Informatieplicht in het douanerecht

Vzr. Rechtbank Utrecht 23 november 2011, LJN BU6248 (eiser tegen DHL Express en Staat der Nederlanden)

Informatieplicht in het douanerecht. Modelrechten op elektronica. Opheffing strafrechtelijk beslag.

Eiser drijft een webshop in elektronica-artikelen en heeft diverse artikelen uit China ingekocht. DHL is een logistieke dienstverlener. Tijdens een controle zijn door de douane goederen aangetroffen die mogelijk inbreuk maken op IE-rechten (modelrecht) van Nintendo, Apple, Intel en Microsoft. Daarvan is melding gemaakt bij de rechthebbenden, waarop zij binnen 10 werkdagen aan kunnen geven of zij hiertegen wensen te ageren.

Eiser is niet geïnformeerd over de status van deze zendingen en stelt Douane en DHL aansprakelijk wegens onrechtmatige (overheids)daad. DHL heeft eiser niet (juist) geïnformeerd over de reden van vertraging van de zendingen en afleverplaats / tijd. Douane heeft gericht de zendingen tegengehouden en had eiser moeten informeren conform het Handboek Douane (art. 6.14.4).

De door eiser gevorderde stukken worden in het geding gebracht door gedaagden, nu deze stukken wél in het bezit zijn, is vordering I onvoldoende onderbouwd.

Uit het vervoersrecht en de douanewetgeving volgt verder geen informatieplicht jegens de geadresseerde van de zending. Uit de omstandigheden blijkt dat eiser wel regelmatig is geïnformeerd over de status en redenen van vertraging. Nu blijkt dat alle goederen die zijn vrijgegeven al zijn bezorgd, valt er niets meer te bezorgen bij eiser en wordt de vordering tot bezorging afgewezen. Eiser is niet-ontvankelijk in kort geding tot opheffing van het strafrechtelijk beslag, omdat hiertoe een ander rechtsmiddel openstaat, namelijk een klaagschriftprocedure ex art. 552a Sv.
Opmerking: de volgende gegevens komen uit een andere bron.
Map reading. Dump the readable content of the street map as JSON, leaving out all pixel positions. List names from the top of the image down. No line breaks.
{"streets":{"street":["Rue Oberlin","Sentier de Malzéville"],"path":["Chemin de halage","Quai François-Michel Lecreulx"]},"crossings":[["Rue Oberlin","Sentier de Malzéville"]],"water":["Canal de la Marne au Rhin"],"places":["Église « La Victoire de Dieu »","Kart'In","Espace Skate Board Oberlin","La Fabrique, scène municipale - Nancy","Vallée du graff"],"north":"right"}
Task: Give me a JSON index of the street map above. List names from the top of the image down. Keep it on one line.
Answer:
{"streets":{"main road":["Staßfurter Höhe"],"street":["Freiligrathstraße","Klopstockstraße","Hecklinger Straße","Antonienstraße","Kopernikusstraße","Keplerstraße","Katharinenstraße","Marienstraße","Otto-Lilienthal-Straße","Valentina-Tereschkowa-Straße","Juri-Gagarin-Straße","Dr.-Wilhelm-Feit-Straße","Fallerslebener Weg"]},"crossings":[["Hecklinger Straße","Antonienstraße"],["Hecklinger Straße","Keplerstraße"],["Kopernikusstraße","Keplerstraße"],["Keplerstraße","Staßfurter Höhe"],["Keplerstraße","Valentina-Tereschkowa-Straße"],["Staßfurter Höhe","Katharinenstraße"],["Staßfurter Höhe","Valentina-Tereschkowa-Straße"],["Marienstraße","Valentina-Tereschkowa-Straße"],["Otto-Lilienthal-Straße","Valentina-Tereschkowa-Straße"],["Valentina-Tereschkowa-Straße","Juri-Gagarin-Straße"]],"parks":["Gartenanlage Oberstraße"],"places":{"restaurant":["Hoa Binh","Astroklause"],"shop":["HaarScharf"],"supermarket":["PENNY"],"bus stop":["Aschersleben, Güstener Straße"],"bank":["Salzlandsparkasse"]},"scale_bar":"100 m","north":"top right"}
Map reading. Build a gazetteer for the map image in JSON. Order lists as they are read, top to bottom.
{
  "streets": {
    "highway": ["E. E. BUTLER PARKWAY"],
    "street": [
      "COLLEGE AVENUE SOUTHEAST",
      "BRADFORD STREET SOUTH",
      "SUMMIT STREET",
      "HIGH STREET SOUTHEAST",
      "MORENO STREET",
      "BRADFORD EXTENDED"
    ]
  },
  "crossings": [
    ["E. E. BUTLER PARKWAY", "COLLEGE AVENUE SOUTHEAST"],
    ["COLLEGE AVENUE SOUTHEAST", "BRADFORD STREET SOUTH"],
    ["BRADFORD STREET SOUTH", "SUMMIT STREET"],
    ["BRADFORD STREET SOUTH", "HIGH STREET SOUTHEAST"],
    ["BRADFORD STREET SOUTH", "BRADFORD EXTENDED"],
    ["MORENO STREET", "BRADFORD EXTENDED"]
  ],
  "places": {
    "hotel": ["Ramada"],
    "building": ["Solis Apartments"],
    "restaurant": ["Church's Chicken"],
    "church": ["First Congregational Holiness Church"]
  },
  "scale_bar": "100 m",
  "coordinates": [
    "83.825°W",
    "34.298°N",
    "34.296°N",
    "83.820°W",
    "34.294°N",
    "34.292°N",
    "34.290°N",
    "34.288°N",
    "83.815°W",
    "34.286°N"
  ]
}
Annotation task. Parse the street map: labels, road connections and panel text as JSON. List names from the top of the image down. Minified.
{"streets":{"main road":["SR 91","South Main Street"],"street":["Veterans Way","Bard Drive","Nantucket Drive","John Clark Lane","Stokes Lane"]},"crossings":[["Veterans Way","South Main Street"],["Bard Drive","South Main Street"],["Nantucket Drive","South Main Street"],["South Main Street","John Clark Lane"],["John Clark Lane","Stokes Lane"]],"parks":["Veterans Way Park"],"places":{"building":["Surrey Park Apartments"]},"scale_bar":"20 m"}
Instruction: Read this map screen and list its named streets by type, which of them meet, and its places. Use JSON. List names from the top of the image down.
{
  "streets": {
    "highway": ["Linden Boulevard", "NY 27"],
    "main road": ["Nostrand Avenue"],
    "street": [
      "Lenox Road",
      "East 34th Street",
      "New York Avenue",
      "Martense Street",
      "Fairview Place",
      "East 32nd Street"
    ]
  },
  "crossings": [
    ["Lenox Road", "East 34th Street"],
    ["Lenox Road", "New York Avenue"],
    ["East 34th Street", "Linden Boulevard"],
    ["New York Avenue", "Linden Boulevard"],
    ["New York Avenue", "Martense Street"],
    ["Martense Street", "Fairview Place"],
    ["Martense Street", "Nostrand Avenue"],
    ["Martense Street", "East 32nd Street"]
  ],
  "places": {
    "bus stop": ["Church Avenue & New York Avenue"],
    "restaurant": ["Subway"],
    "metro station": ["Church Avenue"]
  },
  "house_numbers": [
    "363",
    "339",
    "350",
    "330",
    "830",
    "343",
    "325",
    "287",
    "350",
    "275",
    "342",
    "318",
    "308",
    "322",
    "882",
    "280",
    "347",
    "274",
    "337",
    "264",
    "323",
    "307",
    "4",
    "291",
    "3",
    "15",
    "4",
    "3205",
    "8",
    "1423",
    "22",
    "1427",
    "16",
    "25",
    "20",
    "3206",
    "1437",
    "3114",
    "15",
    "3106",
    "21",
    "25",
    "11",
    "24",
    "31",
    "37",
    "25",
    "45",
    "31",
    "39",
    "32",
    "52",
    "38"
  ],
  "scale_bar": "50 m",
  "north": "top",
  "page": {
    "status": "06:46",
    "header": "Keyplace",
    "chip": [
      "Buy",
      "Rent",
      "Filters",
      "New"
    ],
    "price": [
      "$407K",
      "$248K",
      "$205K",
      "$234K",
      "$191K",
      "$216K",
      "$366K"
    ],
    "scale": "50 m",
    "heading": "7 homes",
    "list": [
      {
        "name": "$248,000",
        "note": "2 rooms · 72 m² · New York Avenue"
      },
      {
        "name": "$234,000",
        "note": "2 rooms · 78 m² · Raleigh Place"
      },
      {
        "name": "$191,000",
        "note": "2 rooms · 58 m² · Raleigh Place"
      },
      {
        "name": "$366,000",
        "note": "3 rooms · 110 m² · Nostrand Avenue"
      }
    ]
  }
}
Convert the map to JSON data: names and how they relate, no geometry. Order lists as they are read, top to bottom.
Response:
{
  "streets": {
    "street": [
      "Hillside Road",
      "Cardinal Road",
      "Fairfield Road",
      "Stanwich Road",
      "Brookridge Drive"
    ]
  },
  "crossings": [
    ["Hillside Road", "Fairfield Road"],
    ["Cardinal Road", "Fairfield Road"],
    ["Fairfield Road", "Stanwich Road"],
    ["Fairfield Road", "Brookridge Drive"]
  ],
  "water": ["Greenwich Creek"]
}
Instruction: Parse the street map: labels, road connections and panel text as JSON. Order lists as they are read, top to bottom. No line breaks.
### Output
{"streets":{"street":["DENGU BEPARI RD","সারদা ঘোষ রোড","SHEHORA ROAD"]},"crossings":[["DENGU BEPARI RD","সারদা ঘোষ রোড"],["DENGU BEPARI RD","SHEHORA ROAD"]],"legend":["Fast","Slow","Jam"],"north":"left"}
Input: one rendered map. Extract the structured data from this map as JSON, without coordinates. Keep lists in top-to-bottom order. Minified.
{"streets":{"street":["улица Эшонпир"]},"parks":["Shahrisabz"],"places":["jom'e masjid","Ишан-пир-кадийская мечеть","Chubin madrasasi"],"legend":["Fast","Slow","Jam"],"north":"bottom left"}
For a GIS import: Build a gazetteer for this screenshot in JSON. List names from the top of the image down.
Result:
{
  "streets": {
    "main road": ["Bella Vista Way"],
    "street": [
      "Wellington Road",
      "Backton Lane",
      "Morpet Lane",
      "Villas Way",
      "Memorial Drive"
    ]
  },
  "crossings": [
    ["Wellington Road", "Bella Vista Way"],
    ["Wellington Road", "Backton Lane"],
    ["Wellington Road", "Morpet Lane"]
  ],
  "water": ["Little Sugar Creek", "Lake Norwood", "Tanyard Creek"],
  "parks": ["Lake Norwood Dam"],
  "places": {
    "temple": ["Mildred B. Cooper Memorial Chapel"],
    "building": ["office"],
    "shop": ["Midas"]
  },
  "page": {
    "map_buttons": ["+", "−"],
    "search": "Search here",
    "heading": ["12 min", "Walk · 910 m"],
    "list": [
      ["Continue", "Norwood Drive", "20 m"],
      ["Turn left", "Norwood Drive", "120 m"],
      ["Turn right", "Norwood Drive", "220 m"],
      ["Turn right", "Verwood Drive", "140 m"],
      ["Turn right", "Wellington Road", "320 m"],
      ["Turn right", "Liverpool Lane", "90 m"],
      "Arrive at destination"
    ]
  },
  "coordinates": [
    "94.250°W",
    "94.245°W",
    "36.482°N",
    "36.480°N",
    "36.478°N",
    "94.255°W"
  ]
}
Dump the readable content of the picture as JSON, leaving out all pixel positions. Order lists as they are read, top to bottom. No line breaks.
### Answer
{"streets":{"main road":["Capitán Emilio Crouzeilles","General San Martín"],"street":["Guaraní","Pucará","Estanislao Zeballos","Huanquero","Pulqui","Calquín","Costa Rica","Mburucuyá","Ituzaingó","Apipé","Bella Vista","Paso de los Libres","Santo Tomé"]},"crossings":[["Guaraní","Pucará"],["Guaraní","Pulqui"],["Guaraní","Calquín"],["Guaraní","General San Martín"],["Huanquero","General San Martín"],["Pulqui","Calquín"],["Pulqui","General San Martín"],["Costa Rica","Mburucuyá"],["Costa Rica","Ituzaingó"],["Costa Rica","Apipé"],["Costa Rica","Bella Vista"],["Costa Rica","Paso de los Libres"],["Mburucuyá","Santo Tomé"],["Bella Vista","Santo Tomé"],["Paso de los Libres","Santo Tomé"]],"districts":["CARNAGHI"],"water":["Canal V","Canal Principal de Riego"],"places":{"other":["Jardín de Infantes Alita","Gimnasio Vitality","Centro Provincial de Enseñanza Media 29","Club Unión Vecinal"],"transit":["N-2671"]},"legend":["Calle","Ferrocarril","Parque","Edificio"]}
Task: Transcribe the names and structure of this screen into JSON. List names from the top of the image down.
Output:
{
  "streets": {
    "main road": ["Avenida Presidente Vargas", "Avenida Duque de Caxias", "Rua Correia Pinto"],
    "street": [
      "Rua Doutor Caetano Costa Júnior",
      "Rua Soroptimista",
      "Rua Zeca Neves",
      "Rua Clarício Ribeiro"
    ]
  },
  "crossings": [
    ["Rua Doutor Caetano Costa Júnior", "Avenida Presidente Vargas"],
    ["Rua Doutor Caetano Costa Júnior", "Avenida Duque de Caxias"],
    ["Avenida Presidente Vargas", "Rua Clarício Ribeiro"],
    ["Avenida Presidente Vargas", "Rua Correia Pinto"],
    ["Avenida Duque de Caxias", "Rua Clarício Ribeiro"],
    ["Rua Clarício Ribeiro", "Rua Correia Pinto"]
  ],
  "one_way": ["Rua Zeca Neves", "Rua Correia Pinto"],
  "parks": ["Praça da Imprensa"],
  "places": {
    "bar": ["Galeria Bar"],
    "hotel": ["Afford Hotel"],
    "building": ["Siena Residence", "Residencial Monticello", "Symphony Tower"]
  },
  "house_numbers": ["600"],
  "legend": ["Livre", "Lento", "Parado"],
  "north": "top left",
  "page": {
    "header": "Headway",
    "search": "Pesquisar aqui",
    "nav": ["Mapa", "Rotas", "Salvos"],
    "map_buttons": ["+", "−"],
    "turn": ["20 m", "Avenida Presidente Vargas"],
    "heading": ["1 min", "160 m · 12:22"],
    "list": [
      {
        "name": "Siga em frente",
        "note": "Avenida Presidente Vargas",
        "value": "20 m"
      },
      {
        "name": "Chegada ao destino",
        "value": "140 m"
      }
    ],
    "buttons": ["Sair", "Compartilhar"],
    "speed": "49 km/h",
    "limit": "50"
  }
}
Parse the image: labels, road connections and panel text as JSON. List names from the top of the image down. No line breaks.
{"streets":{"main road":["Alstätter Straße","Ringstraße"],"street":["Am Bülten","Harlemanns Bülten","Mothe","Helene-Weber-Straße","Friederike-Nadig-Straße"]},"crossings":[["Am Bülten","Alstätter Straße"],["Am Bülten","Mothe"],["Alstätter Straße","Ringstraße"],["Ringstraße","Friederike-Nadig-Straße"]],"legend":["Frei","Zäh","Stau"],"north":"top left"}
Eiser wordt veroordeeld in de kosten aan de zijde van DHL en Staat, beiden begroot op €1.376.

Informatieverstrekking
4.2. (...) Ter mondelinge behandeling heeft de advocaat van [eiser] opgemerkt dat dit de stukken zijn waar [eiser] om heeft verzocht. De voorzieningenrechter gaat er daarom vanuit dat met deze informatie reeds aan het gevorderde onder I is voldaan. Mocht de overgelegde informatie toch niet volledig zijn, dan had het – mede gelet op het feit dat alle stukken vóór de mondelinge behandeling aan de advocaat van [eiser] zijn toegestuurd en [eiser] ook tijdens de schorsing van de mondelinge behandeling de mogelijkheid heeft gehad om de stukken te bekijken – op de weg van [eiser] gelegen zich daarop te beroepen. Nu hij dat niet heeft gedaan, heeft [eiser] zijn belang bij de vordering onder I onvoldoende onderbouwd, zodat deze vordering reeds om die reden moet worden afgewezen.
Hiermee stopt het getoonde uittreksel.